We would like to clarify some terminology and basic syntactic patterns of Chinese RCs before any further discussion. The basic formation of RC nominals in Mandarin Chinese is not different from common noun phrases, except that the modifier must be either a verb phrase or a clause. The modifier precedes a head noun and ends with the relative particle de, which connects with the head noun together to form an RC noun phrase. For instance, na ben shu ‘that book’ is the head noun of the RC nominal wo xihuan de na ben shu ‘that book that I like’ and wo xihuan de ‘that I like’ is the modifier. In this research, ‘RC’ may be used to refer to either the relative clause itself or sometimes the relative clause NP; a distinction between these two referred clauses will not be made if the ambiguity can be resolved by context or differentiation. A modifier of an RC must be understood as either a verb phrase or a clause, but within this intransitive stative verbs and adjectives are excluded. Therefore, NPs such as congming de nühai ‘a smart girl’ or hen hao de keben ‘a good textbook’ are not in the category of RC. Furthermore, this study limits the scope of head nouns to only the subjects or objects of verbs of RCs, i.e. the top two roles within NPAH. For instance, even when modifiers are in a verb phrase, the following examples in which head nouns are not in the subject or object roles are excluded: (1) there is an appositional relationship between the modifier and the head noun, such as women qu Ouzhou lüxing de jihua ‘our plan to travel to Europe’; this is because jihua ‘plan’ is not an argument of this clause; (2) the head noun is part of a clausal subject, as in lihunlü hen gao de guojia ‘a country with a high divorce rate’; (3) any instance where the head noun is omitted, for example, wo xihuan ni mai de (shu) ‘I like what you bought (the book)’. To put it simply, only the head noun of an NP is the subject or object argument of an active verb.

3.2 Research Method

Previous research on RC comprehension or generation for the most part has been based on individual experiments in cognitive psychology, such as online sentence generations, grouping linguistic elements together to form a grammatical RC (Wu & Sheng, 2014), or asking learners to combine two sentences into one with an RC construction (Xu, 2014). These methods use designed test questions to accomplish specific research objectives, and results may be used to test a research hypothesis. However, collected samples are often limited because the number of target subjects is constrained by budget and time. Other than experimental design, another solution is to analyze a much larger quantity of authentic language materials provided by a learner corpus. Learners’ language use over different proficiency levels can also be regarded as longitudinal profiles. Hence, corpus-based or corpus-driven studies have provided a new avenue for research (Granger, 1998; Douglas, 2001; Ellis & Barkhuizen, 2005: 48; Myles, 2005).

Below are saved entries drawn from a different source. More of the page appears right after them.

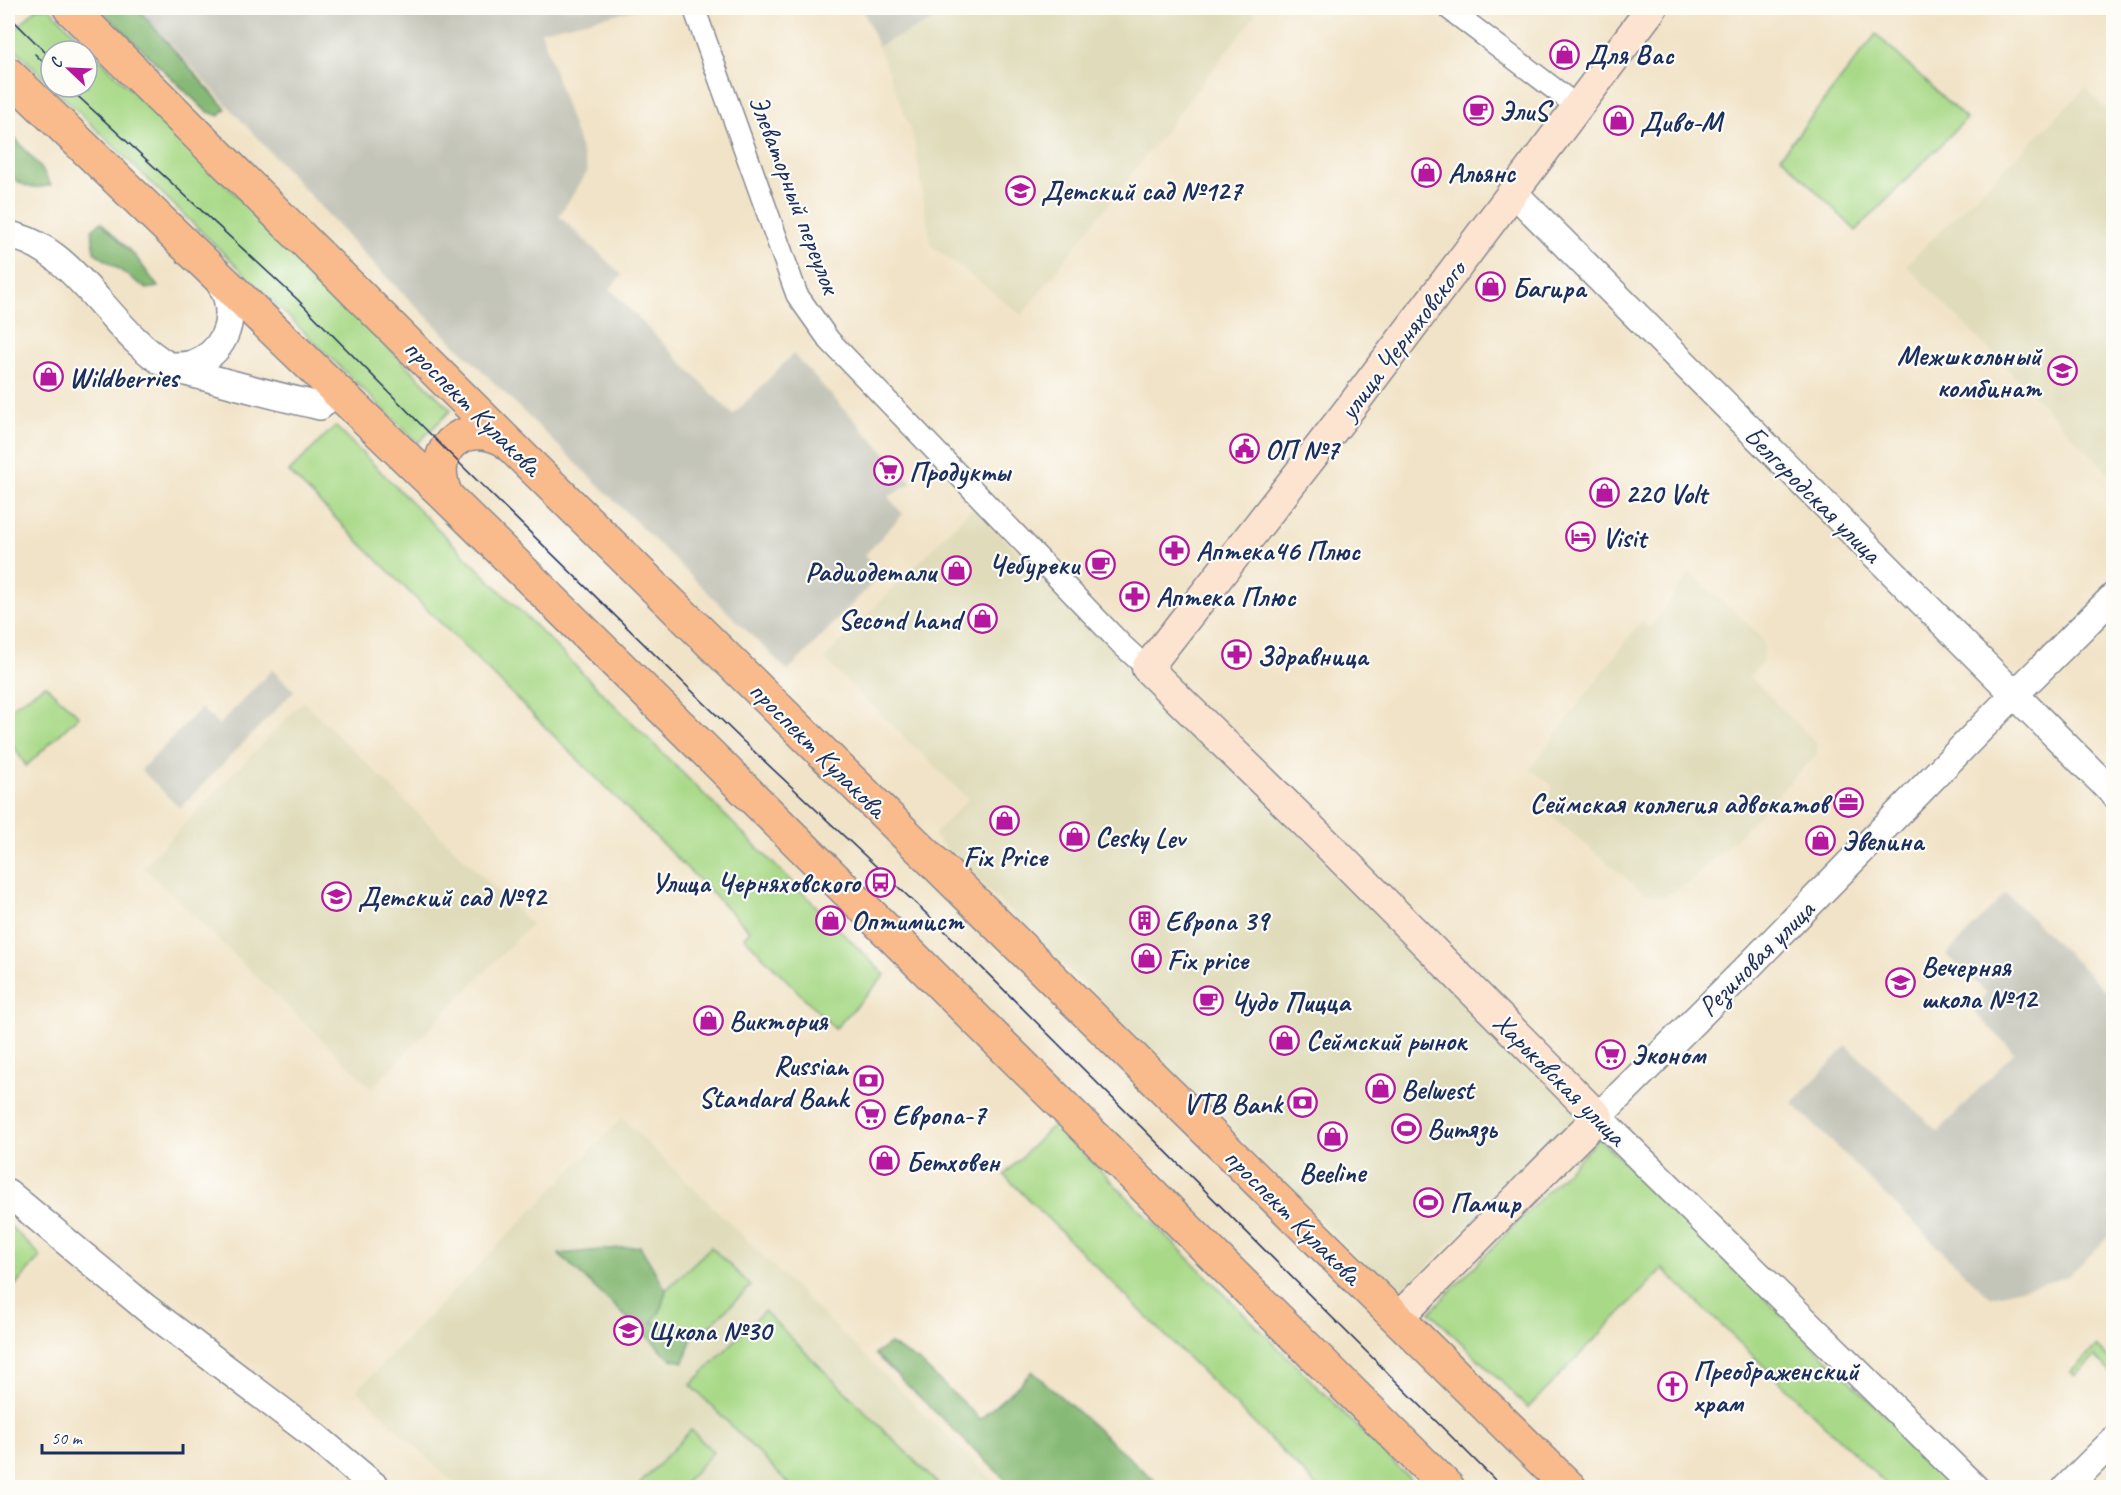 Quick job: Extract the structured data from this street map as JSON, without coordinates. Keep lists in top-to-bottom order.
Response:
{
  "streets": {
    "main road": [
      "улица Черняховского",
      "проспект Кулакова",
      "Резиновая улица",
      "Харьковская улица"
    ],
    "street": ["Элеваторный переулок", "Белгородская улица"]
  },
  "crossings": [
    ["Элеваторный переулок", "улица Черняховского"],
    ["Элеваторный переулок", "Харьковская улица"],
    ["улица Черняховского", "Белгородская улица"],
    ["улица Черняховского", "Харьковская улица"],
    ["проспект Кулакова", "Резиновая улица"],
    ["Белгородская улица", "Резиновая улица"],
    ["Резиновая улица", "Харьковская улица"]
  ],
  "places": {
    "shop": [
      "Для Вас",
      "Диво-М",
      "Альянс",
      "Багира",
      "Wildberries",
      "220 Volt",
      "Радиодетали",
      "Second hand",
      "Fix Price",
      "Cesky Lev",
      "Эвелина",
      "Оптимист",
      "Fix price",
      "Виктория",
      "Сеймский рынок",
      "Belwest",
      "Beeline",
      "Бетховен"
    ],
    "cafe": ["ЭлиS", "Чебуреки", "Чудо Пицца"],
    "school or university": [
      "Детский сад №127",
      "Межшкольный комбинат",
      "Детский сад №92",
      "Вечерняя школа №12",
      "Щкола №30"
    ],
    "public building": ["ОП №7"],
    "supermarket": ["Продукты", "Эконом", "Европа-7"],
    "hotel": ["Visit"],
    "pharmacy": ["Аптека46 Плюс", "Аптека Плюс", "Здравница"],
    "office": ["Сеймская коллегия адвокатов"],
    "bus stop": ["Улица Черняховского"],
    "building": ["Европа 39"],
    "bank": ["Russian Standard Bank", "VTB Bank"],
    "sports": ["Витязь", "Памир"],
    "church": ["Преображенский храм"]
  },
  "scale_bar": "50 m",
  "north": "top left"
} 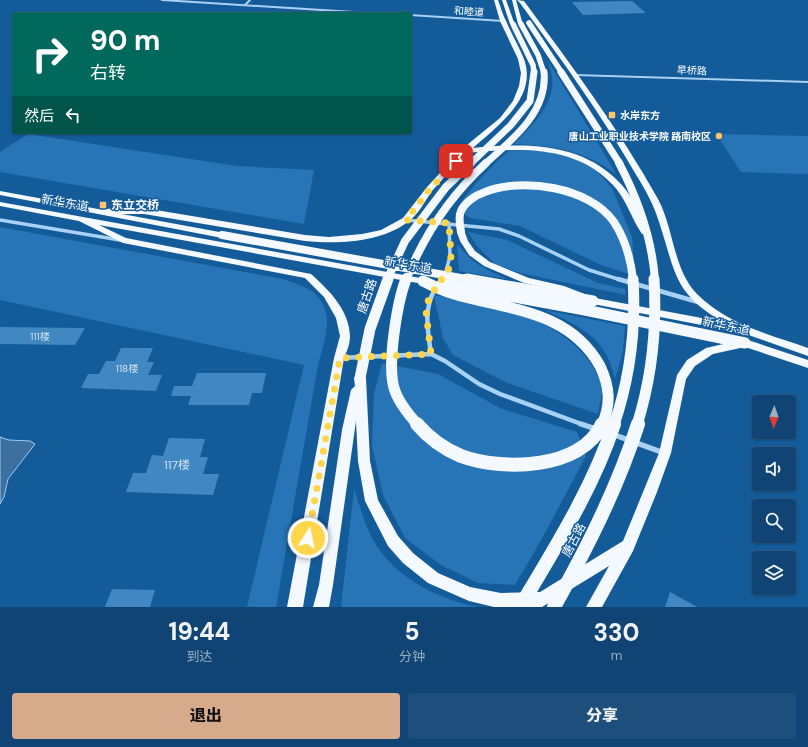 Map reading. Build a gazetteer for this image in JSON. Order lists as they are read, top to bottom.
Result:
{
  "streets": {
    "main road": ["新华东道", "唐古路"],
    "street": ["和睦道", "旱桥路"]
  },
  "places": {
    "transit": ["水岸东方", "东立交桥"],
    "other": ["唐山工业职业技术学院 路南校区"]
  },
  "house_numbers": ["111楼", "118楼", "117楼"],
  "north": "bottom",
  "page": {
    "turn": ["90 m", "右转"],
    "then": "然后",
    "eta": [
      "19:44",
      "到达",
      "5",
      "分钟",
      "330",
      "m"
    ],
    "buttons": ["退出", "分享"]
  }
} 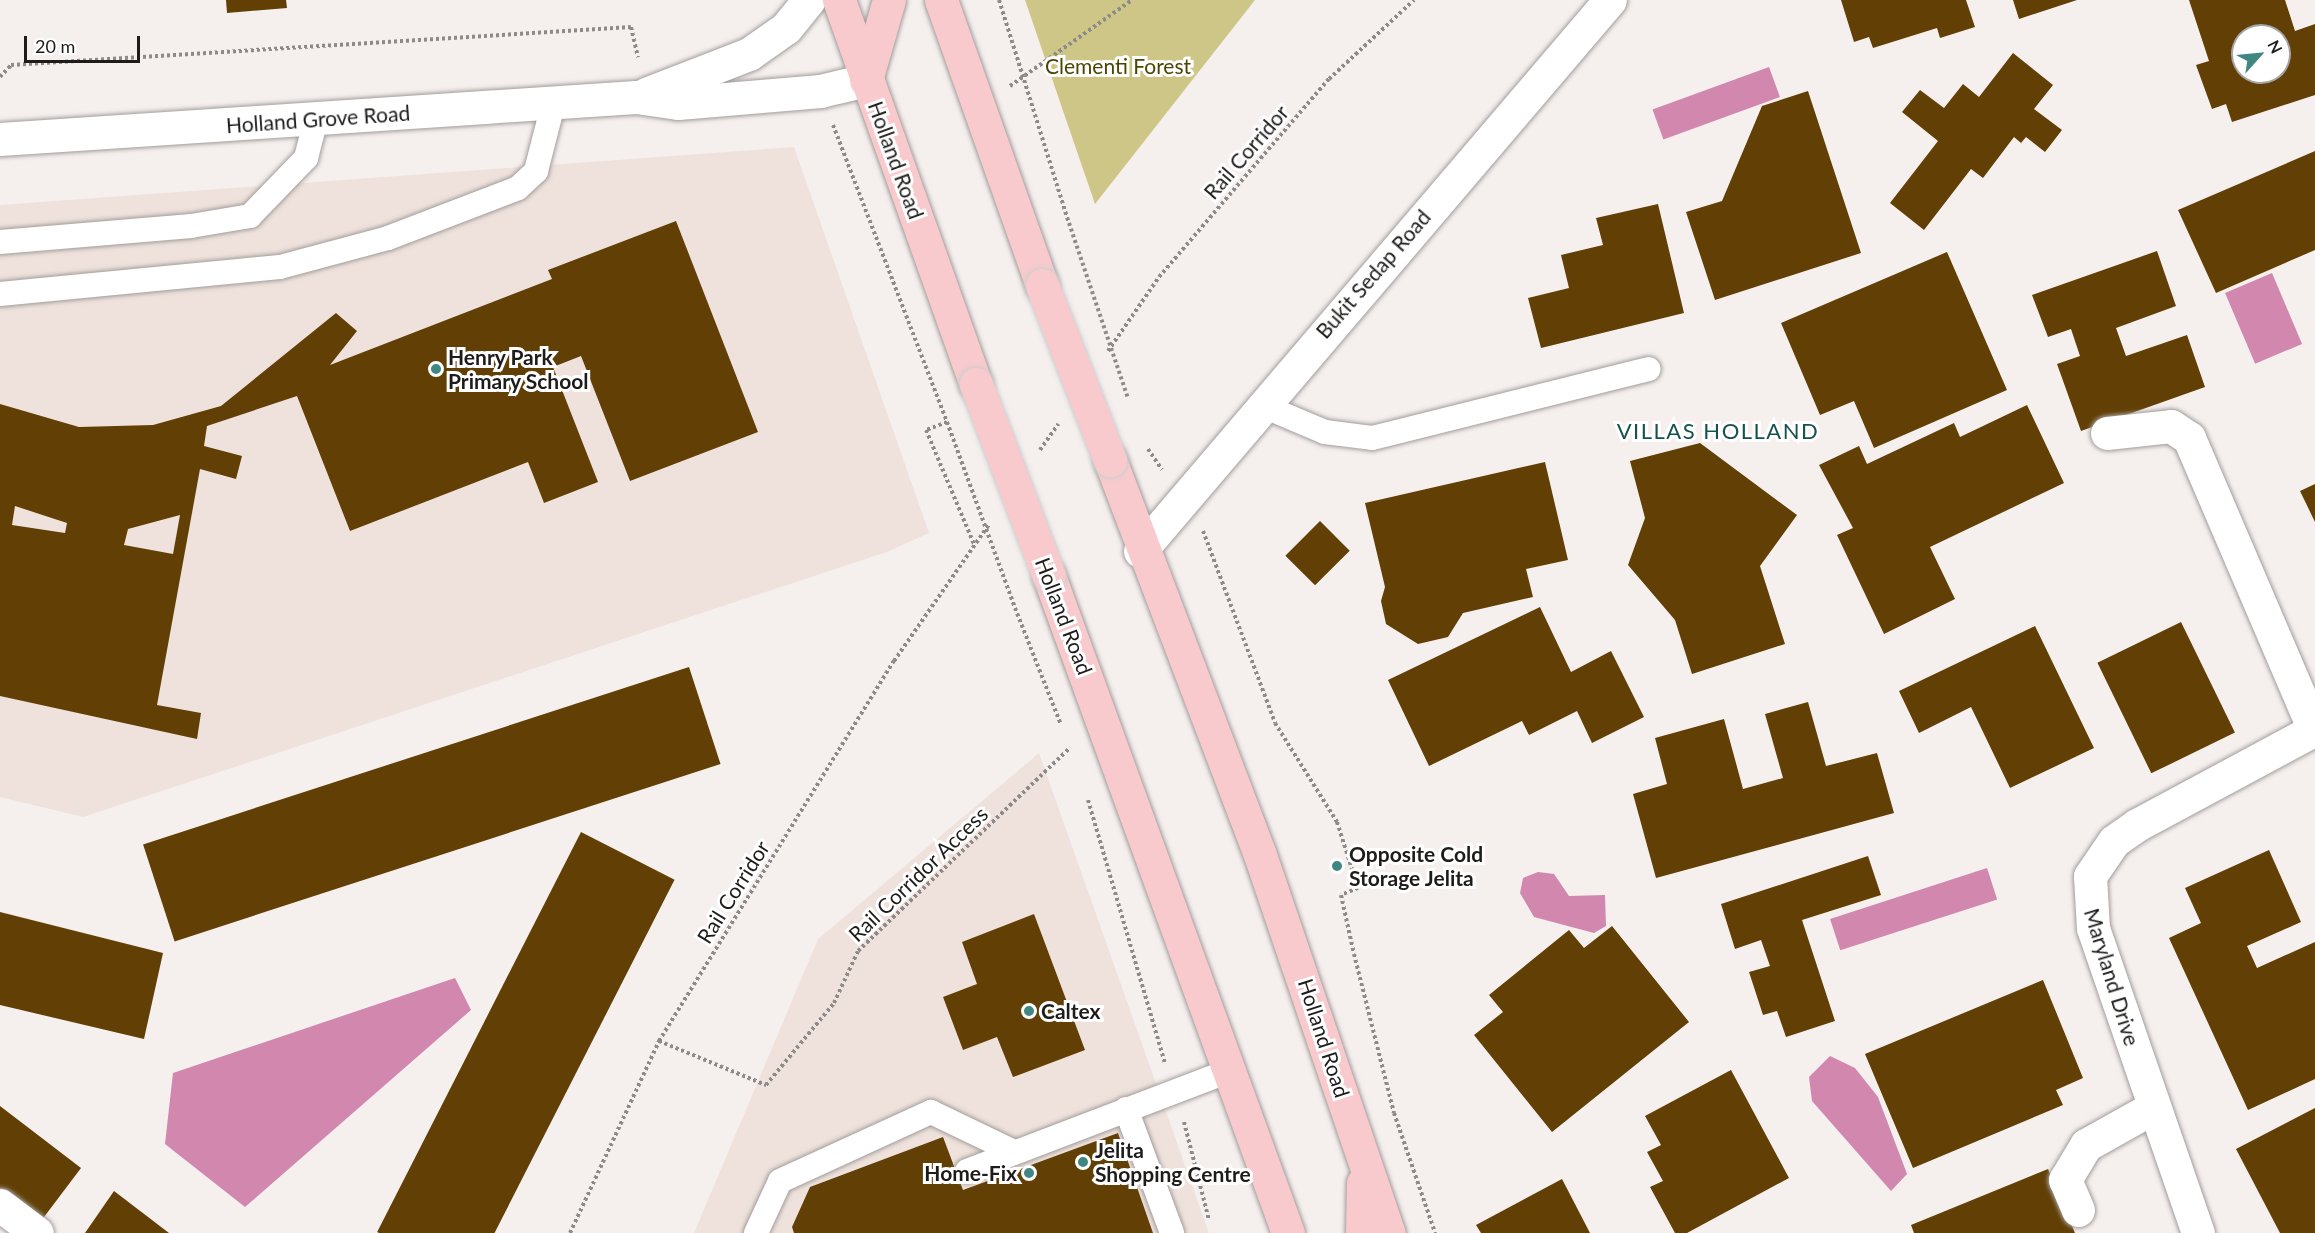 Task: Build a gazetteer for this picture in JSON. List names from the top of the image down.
{
  "streets": {
    "main road": ["Holland Road"],
    "street": ["Holland Grove Road", "Bukit Sedap Road", "Maryland Drive"],
    "path": ["Rail Corridor", "Rail Corridor Access"]
  },
  "crossings": [
    ["Holland Grove Road", "Holland Road"],
    ["Rail Corridor", "Rail Corridor Access"],
    ["Holland Road", "Bukit Sedap Road"]
  ],
  "districts": ["VILLAS HOLLAND"],
  "parks": ["Clementi Forest"],
  "places": [
    "Henry Park Primary School",
    "Opposite Cold Storage Jelita",
    "Caltex",
    "Jelita Shopping Centre",
    "Home-Fix"
  ],
  "scale_bar": "20 m",
  "north": "top right"
} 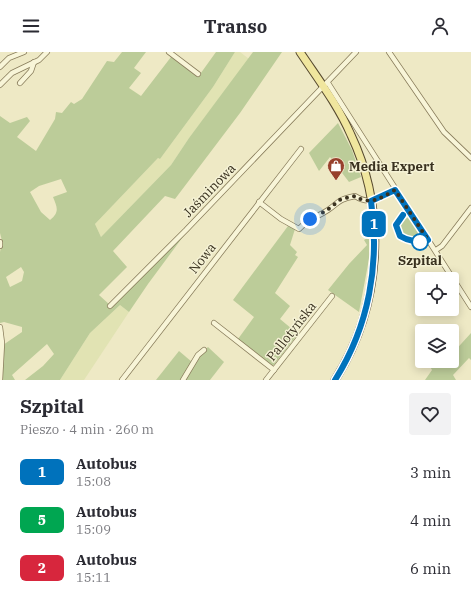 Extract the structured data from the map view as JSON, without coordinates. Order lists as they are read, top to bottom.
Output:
{
  "streets": {
    "street": ["Jaśminowa", "Nowa", "Pallotyńska"]
  },
  "places": {
    "shop": ["Media Expert"],
    "other": ["Szpital"]
  },
  "lines": ["bus line 1"],
  "page": {
    "header": "Transo",
    "on_map": "1",
    "heading": ["Szpital", "Pieszo · 4 min · 260 m"],
    "list": [
      {
        "mark": "1",
        "name": "Autobus",
        "note": "15:08",
        "value": "3 min"
      },
      {
        "mark": "5",
        "name": "Autobus",
        "note": "15:09",
        "value": "4 min"
      },
      {
        "mark": "2",
        "name": "Autobus",
        "note": "15:11",
        "value": "6 min"
      }
    ]
  }
}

In order to analyze a large quantity of authentic language used by learners, our research also adopts a corpus-based approach. The corpus we used is the TOCFL Learners Corpus (Chang, 2013).Footnote 1 This corpus consists of essays written by non-native Chinese-speaking participants who have taken the TOCFL from 2006 to 2012. It contains 1.6 million words from learners of 42 different language backgrounds, including 4,709 essays on 80 topics written by learners from different proficiency levels. The corpus differs from the HSK corpus used by Li (2015) in Mainland China. The TOCFL is an online test that allows participants to directly type their essays into a computer, and the data in the corpus comes from the beginning, intermediate, and high proficiency level learners (CEFR A2-C1). However, the HSK corpus collects the learners’ hand-written compositions and only includes essays from advanced proficiency learners (CEFR B2).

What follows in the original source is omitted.